**EXERCISE AIM:**
If a picture appears in the records, skip it; copy everything else exactly.
:: DATA FOR ANALYSIS
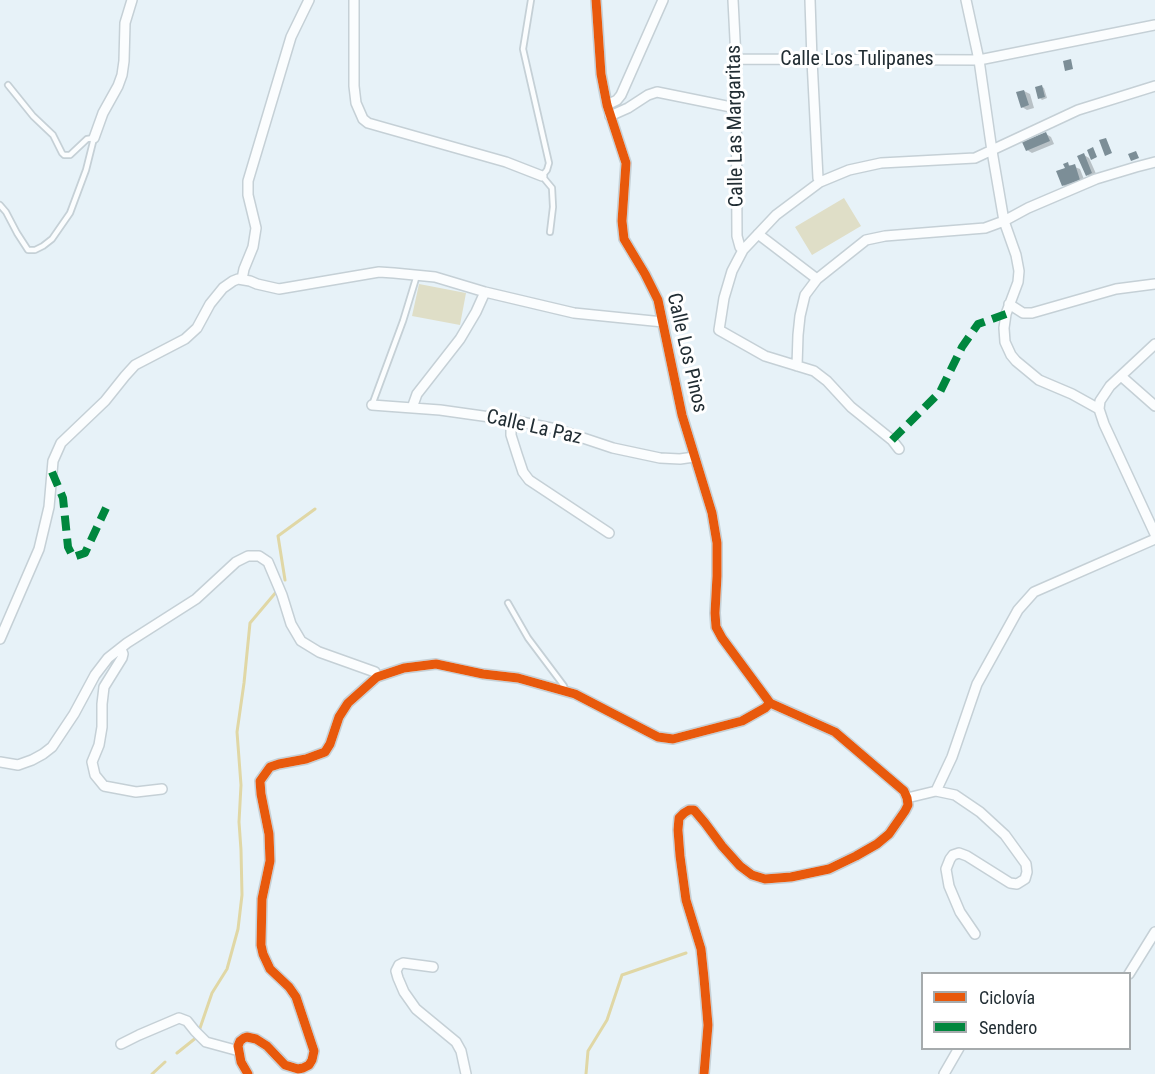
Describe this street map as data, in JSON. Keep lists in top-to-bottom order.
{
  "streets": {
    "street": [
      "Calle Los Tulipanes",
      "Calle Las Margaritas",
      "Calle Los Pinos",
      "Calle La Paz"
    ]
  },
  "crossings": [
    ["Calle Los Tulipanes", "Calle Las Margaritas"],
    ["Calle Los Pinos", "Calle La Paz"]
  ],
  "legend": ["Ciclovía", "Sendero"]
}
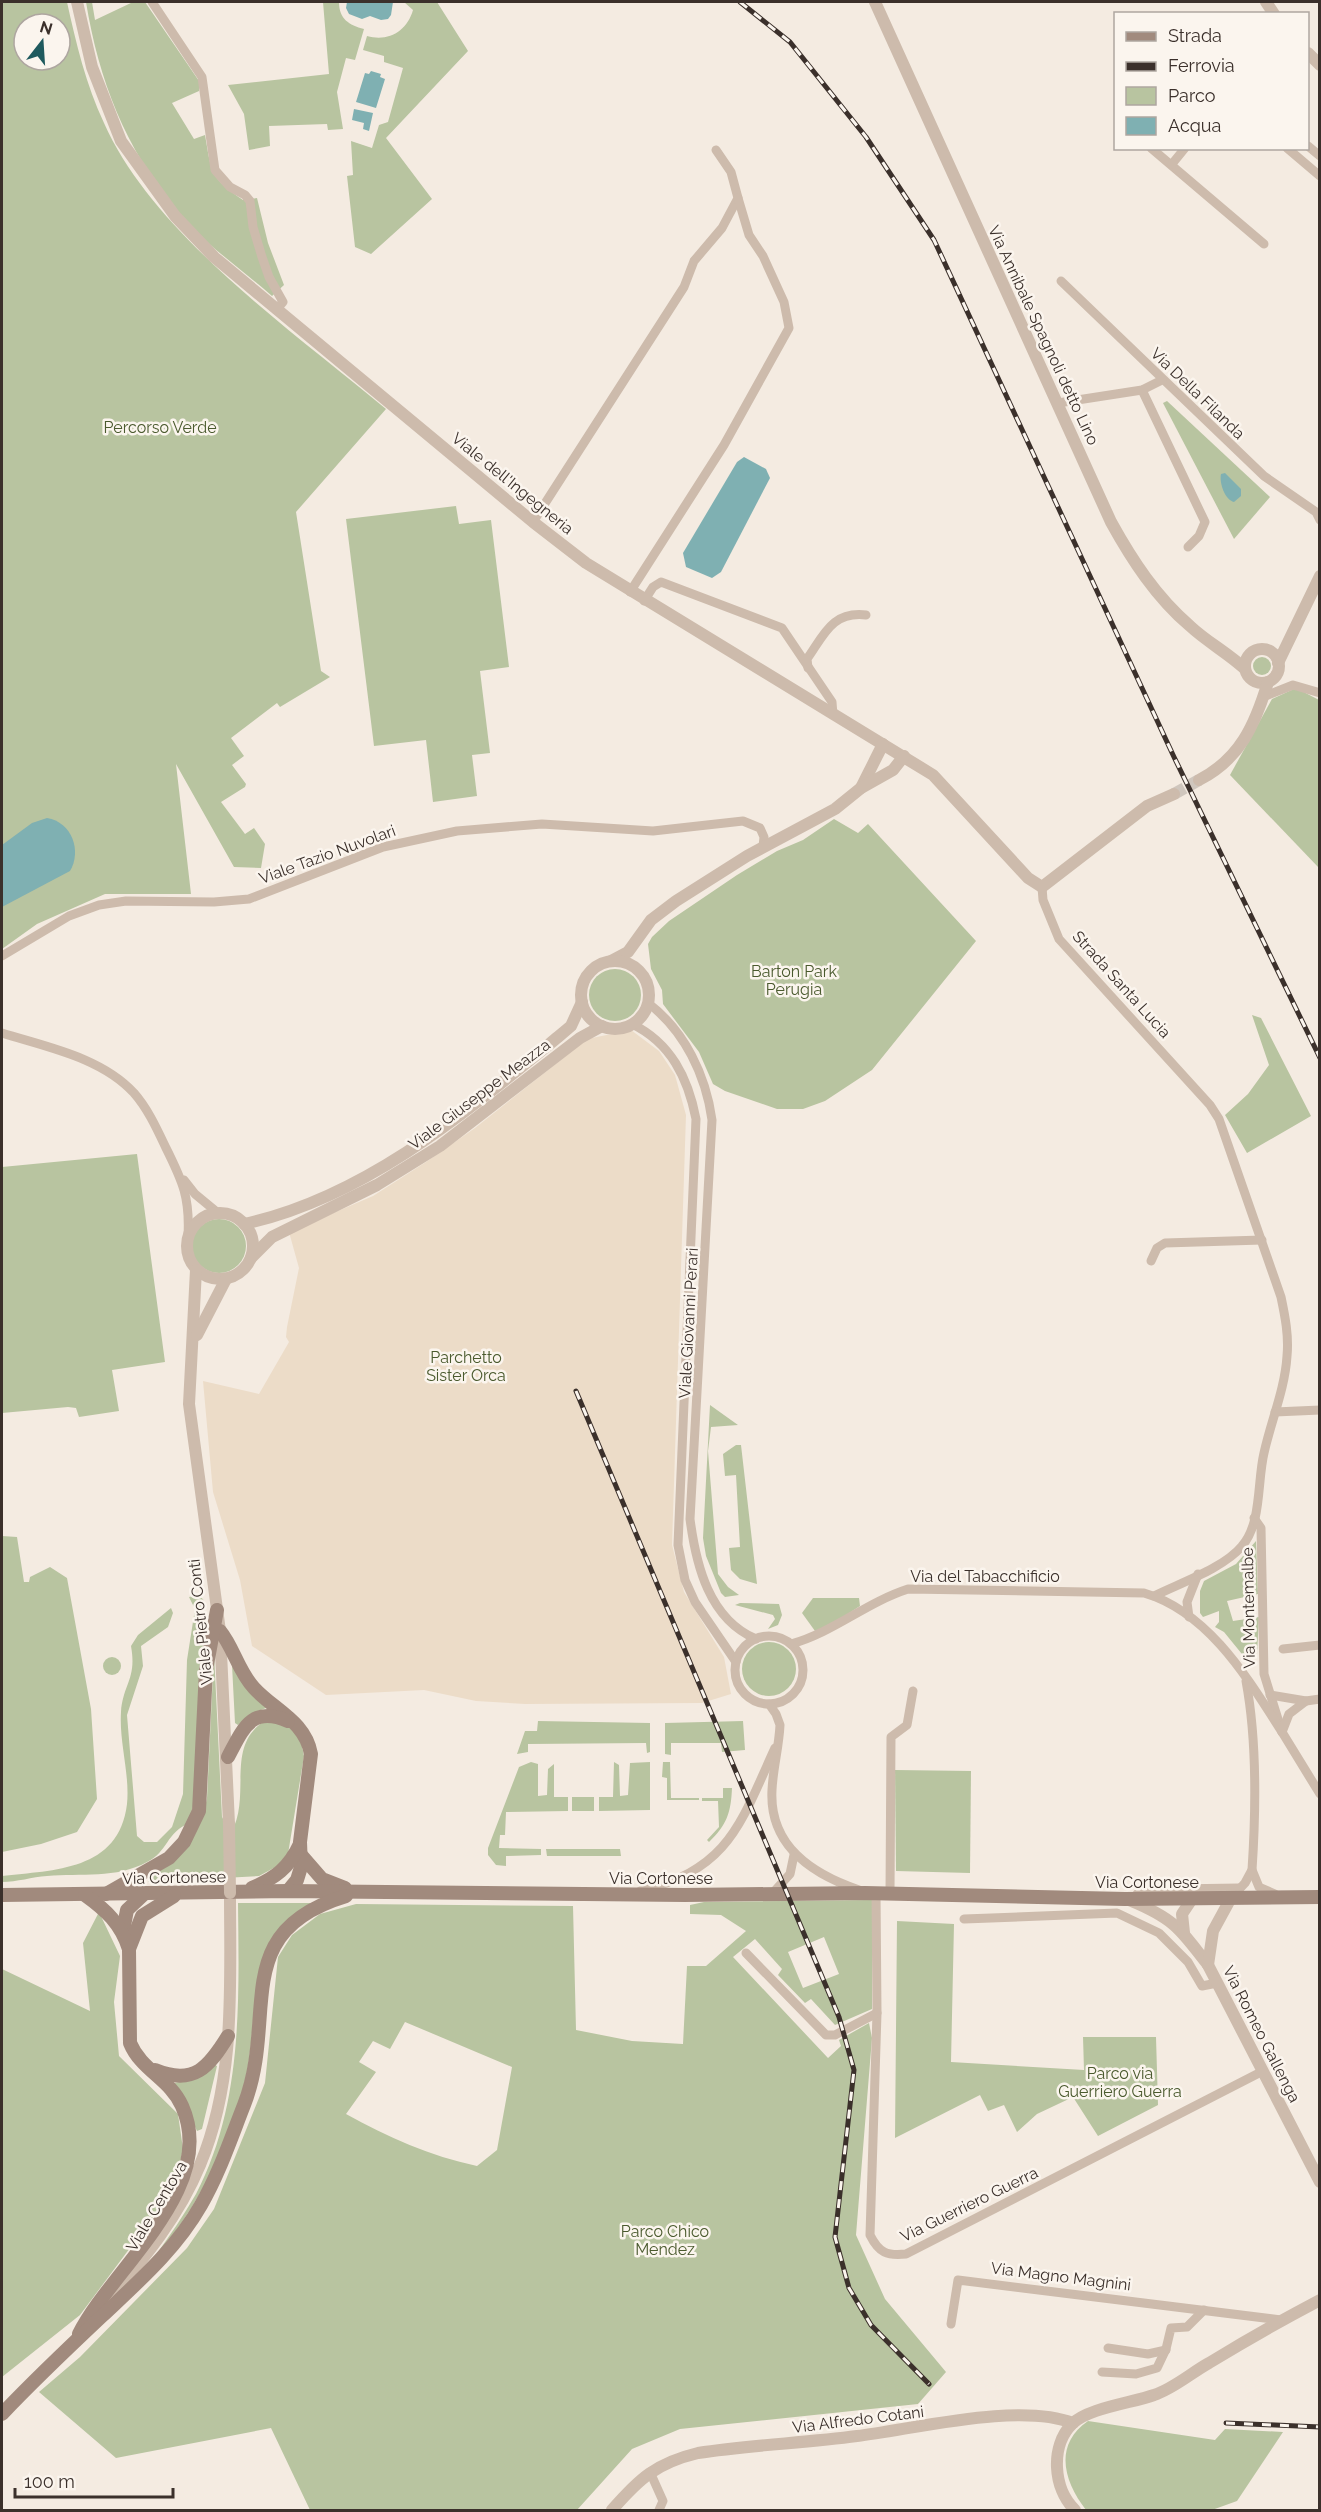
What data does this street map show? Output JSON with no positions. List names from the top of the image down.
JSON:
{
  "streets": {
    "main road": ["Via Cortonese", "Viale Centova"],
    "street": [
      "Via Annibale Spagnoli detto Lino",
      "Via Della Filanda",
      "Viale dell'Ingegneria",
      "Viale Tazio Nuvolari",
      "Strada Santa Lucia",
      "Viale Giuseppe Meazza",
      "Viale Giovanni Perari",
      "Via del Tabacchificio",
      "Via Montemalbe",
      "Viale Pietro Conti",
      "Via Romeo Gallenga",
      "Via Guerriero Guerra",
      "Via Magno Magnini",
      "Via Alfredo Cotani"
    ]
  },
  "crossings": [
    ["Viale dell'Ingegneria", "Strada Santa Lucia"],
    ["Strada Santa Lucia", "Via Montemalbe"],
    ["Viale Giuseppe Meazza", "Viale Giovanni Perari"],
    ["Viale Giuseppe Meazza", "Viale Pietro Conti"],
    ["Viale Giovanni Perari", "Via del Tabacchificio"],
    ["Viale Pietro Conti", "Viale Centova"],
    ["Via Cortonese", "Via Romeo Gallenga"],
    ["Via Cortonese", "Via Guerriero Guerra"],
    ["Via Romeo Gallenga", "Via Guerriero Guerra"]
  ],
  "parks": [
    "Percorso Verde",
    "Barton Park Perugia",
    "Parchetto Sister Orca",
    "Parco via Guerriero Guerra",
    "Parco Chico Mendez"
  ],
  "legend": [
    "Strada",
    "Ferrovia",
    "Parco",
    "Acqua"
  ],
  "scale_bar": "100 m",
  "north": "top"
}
::::
**OUTPUT OF THE EXERCISE:**
Describe this street map as data, in JSON. Keep lists in top-to-bottom order.
{
  "streets": {
    "street": [
      "Calle Los Tulipanes",
      "Calle Las Margaritas",
      "Calle Los Pinos",
      "Calle La Paz"
    ]
  },
  "crossings": [
    ["Calle Los Tulipanes", "Calle Las Margaritas"],
    ["Calle Los Pinos", "Calle La Paz"]
  ],
  "legend": ["Ciclovía", "Sendero"]
}
What data does this street map show? Output JSON with no positions. List names from the top of the image down.
JSON:
{
  "streets": {
    "main road": ["Via Cortonese", "Viale Centova"],
    "street": [
      "Via Annibale Spagnoli detto Lino",
      "Via Della Filanda",
      "Viale dell'Ingegneria",
      "Viale Tazio Nuvolari",
      "Strada Santa Lucia",
      "Viale Giuseppe Meazza",
      "Viale Giovanni Perari",
      "Via del Tabacchificio",
      "Via Montemalbe",
      "Viale Pietro Conti",
      "Via Romeo Gallenga",
      "Via Guerriero Guerra",
      "Via Magno Magnini",
      "Via Alfredo Cotani"
    ]
  },
  "crossings": [
    ["Viale dell'Ingegneria", "Strada Santa Lucia"],
    ["Strada Santa Lucia", "Via Montemalbe"],
    ["Viale Giuseppe Meazza", "Viale Giovanni Perari"],
    ["Viale Giuseppe Meazza", "Viale Pietro Conti"],
    ["Viale Giovanni Perari", "Via del Tabacchificio"],
    ["Viale Pietro Conti", "Viale Centova"],
    ["Via Cortonese", "Via Romeo Gallenga"],
    ["Via Cortonese", "Via Guerriero Guerra"],
    ["Via Romeo Gallenga", "Via Guerriero Guerra"]
  ],
  "parks": [
    "Percorso Verde",
    "Barton Park Perugia",
    "Parchetto Sister Orca",
    "Parco via Guerriero Guerra",
    "Parco Chico Mendez"
  ],
  "legend": [
    "Strada",
    "Ferrovia",
    "Parco",
    "Acqua"
  ],
  "scale_bar": "100 m",
  "north": "top"
}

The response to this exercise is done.